{top tip} Getting Accurate Candy Temperatures Without A Thermometer

In my home kitchen, I use a lot of shortcuts and tricks gleaned from my checkered pants past. From time to time I will pull one out of my toque and share it with you! If you have questions or requests, leave them in the comments and I’ll tackle them in a future post.

You’re all set with a fudge, caramel, penuche, or candy recipe, and as you read the directions more closely you learn you need a candy thermometer. But it’s Thanksgiving/Christmas Day/post-apocalypse so there is no way you’re getting one today! What to do? Don’t fret: you don’t need a candy thermometer to get accurate temperatures, just a little know-how and a bowl of ice water.

On a candy thermometer, and in most recipes, you will get measurements in 2 forms: a numeric temperature and a stage (e.g. “soft ball”, “hard crack”, etc.) Obviously, if you don’t have a thermometer you should just forget about the number and focus on the stage, because the names of the stages correspond to a physical matter state. In other words, if it’s called “soft ball” stage, that means the mixture should get to a point where it forms a soft ball at room temperature.  (While this may sound intuitive, to many people it’s not.) So to get your candy recipe just right, you have to figure out what stage you’re in. All it takes is a spoon, some ice water, and a few tries.

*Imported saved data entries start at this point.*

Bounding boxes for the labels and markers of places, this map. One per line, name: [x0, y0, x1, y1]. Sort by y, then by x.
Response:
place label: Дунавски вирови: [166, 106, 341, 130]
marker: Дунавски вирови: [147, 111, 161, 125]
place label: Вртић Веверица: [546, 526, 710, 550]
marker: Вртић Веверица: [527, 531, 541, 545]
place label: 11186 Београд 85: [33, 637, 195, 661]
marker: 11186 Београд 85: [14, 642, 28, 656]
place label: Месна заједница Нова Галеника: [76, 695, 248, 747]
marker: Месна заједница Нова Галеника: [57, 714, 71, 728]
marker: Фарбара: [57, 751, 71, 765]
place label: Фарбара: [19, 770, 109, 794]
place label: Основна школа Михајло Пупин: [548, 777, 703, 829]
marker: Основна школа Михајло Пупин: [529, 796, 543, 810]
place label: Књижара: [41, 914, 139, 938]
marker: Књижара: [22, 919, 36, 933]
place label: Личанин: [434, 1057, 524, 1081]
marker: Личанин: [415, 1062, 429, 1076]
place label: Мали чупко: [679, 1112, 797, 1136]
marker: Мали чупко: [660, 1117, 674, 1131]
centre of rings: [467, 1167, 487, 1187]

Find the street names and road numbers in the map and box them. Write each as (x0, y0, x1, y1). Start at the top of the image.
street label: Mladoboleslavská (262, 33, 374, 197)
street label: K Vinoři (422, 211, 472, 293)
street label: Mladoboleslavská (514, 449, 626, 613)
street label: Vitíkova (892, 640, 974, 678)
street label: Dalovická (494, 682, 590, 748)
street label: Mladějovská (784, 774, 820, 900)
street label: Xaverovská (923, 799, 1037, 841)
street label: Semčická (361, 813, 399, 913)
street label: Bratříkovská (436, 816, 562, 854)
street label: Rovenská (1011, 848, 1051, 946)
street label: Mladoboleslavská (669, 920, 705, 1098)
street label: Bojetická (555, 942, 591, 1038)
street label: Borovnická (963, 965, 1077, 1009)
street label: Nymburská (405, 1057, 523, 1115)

Heat the mixture as directed. While it’s coming to a boil, set a medium-sized bowl of ice water and a small metal spoon (like a normal spoon you would eat ice cream with) next to the stove. When the mixture has been bubbling for a few minutes, do your first test. Dip the spoon into the mixture and get a little bit on the spoon (1/4 tsp to 1/2 tsp.) Dip the mixture-coated spoon immediately into the ice water and plunge your hand in to grab the now-cooling sugar mixture. Roll it around between your fingers and thumb and see what it feels like. If you’re looking for…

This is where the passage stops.